(Items from a dataset)
____

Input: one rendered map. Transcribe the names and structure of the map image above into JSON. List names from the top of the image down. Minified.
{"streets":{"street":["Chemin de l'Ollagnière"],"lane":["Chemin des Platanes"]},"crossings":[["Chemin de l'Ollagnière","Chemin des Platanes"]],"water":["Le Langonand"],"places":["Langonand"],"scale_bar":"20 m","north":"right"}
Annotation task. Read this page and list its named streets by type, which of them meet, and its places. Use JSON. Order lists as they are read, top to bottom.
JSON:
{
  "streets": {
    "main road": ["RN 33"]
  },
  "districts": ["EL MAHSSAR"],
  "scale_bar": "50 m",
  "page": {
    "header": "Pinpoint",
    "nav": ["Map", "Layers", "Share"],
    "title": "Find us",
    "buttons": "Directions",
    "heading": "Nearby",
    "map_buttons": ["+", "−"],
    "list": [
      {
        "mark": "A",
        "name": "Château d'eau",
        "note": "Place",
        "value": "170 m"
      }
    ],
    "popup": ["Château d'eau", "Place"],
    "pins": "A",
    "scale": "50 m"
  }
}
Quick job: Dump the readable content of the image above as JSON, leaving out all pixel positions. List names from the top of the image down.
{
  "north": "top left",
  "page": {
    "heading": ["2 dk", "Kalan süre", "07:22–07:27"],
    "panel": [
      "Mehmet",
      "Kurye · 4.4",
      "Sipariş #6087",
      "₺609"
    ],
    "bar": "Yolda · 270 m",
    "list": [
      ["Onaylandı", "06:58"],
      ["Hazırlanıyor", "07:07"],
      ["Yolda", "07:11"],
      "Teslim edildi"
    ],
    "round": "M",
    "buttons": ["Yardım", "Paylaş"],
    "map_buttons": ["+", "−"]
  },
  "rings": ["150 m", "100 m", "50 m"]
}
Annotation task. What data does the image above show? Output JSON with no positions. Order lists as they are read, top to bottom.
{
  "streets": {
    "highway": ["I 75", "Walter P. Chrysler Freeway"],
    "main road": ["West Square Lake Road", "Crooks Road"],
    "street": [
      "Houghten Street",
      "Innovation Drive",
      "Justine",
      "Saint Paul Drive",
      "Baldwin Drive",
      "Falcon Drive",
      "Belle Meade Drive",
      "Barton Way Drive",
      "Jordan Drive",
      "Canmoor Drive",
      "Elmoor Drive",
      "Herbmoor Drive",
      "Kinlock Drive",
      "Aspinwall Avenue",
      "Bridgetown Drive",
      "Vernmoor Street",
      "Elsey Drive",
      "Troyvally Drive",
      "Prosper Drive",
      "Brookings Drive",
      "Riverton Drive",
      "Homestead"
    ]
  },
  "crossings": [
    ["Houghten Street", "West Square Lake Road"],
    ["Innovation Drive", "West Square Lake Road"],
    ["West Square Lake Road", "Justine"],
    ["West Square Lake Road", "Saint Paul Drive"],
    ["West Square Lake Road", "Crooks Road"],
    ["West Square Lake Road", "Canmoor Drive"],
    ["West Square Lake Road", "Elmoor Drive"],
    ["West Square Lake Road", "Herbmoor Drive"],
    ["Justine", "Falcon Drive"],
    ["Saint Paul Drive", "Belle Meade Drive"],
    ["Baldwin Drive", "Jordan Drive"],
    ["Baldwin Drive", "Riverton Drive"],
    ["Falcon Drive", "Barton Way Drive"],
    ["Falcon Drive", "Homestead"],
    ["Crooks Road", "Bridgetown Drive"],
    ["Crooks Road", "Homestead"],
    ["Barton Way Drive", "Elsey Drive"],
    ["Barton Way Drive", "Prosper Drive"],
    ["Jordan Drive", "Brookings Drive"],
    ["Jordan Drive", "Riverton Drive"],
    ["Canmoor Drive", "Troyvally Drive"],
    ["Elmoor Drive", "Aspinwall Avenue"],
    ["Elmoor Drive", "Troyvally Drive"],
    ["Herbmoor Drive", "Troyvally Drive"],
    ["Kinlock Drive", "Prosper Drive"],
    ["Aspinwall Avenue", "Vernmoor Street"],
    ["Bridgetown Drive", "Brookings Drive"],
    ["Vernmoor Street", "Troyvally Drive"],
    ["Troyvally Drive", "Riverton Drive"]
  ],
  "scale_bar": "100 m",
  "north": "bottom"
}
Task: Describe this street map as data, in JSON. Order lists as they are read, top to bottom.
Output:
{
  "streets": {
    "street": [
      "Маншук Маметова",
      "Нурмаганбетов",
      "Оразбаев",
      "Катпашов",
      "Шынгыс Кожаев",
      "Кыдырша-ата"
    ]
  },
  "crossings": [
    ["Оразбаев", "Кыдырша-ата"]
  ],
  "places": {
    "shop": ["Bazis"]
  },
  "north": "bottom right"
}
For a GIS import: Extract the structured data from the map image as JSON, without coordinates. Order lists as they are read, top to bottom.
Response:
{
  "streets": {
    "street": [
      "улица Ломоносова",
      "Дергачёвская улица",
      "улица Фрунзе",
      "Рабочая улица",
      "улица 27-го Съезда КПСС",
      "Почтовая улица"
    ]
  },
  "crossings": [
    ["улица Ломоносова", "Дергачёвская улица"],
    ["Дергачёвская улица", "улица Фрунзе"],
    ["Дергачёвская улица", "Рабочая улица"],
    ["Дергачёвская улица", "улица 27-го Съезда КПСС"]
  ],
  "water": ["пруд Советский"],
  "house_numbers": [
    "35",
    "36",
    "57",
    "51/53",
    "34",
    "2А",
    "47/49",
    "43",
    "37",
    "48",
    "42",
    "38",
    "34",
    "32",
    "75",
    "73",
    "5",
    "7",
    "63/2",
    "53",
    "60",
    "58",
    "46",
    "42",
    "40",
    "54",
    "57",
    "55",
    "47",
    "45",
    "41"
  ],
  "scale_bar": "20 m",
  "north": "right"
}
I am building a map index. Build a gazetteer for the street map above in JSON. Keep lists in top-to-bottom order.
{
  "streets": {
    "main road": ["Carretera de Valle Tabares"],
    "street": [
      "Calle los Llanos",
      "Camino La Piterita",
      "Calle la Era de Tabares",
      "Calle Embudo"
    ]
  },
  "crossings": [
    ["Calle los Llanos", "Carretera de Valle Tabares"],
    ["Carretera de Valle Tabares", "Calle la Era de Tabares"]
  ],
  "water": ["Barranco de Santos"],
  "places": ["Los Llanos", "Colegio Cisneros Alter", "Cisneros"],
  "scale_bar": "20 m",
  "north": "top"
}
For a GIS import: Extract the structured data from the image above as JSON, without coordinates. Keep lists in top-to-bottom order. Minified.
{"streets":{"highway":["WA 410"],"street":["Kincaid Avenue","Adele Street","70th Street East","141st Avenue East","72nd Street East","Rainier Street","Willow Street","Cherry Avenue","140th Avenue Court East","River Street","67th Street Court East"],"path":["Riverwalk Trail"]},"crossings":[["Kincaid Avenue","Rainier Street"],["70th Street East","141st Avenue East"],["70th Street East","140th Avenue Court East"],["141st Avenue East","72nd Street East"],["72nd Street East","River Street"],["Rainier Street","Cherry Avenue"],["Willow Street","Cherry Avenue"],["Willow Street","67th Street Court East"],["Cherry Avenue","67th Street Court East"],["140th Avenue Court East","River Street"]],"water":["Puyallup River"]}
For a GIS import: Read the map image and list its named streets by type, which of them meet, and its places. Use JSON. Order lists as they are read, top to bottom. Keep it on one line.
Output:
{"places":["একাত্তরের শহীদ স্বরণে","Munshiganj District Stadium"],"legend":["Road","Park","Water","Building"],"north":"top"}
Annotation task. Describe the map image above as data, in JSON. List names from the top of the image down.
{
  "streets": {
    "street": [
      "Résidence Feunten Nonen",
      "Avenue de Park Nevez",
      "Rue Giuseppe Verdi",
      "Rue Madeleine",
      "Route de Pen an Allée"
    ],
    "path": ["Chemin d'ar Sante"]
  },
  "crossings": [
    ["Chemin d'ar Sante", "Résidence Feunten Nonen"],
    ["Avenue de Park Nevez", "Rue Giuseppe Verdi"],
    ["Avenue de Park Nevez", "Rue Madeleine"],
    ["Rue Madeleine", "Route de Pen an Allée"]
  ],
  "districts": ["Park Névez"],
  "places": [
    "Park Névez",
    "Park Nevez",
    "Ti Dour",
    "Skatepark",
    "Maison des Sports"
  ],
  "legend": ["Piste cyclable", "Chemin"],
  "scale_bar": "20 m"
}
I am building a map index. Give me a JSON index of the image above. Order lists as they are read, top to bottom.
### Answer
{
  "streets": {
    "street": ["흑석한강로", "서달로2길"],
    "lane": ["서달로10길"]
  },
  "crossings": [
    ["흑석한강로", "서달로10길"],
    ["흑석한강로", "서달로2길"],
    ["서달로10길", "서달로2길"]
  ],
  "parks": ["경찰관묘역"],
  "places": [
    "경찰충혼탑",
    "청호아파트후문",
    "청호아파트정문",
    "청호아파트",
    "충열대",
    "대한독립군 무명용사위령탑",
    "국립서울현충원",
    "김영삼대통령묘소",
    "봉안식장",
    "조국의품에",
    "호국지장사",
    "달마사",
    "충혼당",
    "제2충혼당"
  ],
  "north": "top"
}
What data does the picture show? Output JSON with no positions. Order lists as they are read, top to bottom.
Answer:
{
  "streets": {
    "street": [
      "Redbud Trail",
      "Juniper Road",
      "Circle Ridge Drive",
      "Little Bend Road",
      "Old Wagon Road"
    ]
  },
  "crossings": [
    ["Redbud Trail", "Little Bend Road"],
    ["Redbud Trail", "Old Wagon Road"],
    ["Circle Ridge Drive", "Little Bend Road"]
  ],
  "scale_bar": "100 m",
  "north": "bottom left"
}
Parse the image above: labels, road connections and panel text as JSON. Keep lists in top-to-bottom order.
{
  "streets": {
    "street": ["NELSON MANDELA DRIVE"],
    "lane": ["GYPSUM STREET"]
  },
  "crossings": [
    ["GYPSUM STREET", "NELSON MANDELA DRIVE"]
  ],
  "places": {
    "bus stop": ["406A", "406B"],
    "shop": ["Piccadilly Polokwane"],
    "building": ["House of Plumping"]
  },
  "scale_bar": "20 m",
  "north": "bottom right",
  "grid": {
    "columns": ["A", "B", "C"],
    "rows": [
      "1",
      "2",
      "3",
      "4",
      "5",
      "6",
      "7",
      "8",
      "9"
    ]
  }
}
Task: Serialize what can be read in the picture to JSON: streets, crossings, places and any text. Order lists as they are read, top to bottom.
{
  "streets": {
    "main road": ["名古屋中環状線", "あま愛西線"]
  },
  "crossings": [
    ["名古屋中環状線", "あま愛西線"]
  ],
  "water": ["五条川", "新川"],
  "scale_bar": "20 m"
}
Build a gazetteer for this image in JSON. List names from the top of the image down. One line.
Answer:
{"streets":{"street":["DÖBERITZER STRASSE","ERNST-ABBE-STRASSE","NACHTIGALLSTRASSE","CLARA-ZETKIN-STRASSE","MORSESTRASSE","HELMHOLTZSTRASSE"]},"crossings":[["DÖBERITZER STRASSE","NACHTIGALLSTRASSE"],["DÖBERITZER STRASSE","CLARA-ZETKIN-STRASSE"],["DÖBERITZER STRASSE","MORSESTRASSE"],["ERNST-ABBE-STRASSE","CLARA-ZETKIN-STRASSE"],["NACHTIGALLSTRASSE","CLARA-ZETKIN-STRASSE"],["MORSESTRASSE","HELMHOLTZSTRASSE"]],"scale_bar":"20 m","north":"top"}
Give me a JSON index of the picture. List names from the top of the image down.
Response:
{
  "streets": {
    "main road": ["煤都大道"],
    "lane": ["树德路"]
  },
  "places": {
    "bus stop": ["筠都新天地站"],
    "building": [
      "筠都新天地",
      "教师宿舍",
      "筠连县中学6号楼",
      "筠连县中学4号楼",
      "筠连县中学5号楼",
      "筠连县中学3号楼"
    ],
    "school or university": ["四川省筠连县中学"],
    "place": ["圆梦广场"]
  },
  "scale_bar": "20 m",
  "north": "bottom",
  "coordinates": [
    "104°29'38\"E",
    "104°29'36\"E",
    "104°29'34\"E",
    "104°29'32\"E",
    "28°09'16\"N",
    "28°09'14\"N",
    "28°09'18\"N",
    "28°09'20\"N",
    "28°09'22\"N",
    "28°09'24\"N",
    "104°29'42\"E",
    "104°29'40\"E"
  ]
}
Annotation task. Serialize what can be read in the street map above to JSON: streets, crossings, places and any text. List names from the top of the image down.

____

Look through the entries above. Copy out every line holding the word "Give".

I am building a map index. Give me a JSON index of the image above. Order lists as they are read, top to bottom.
Give me a JSON index of the picture. List names from the top of the image down.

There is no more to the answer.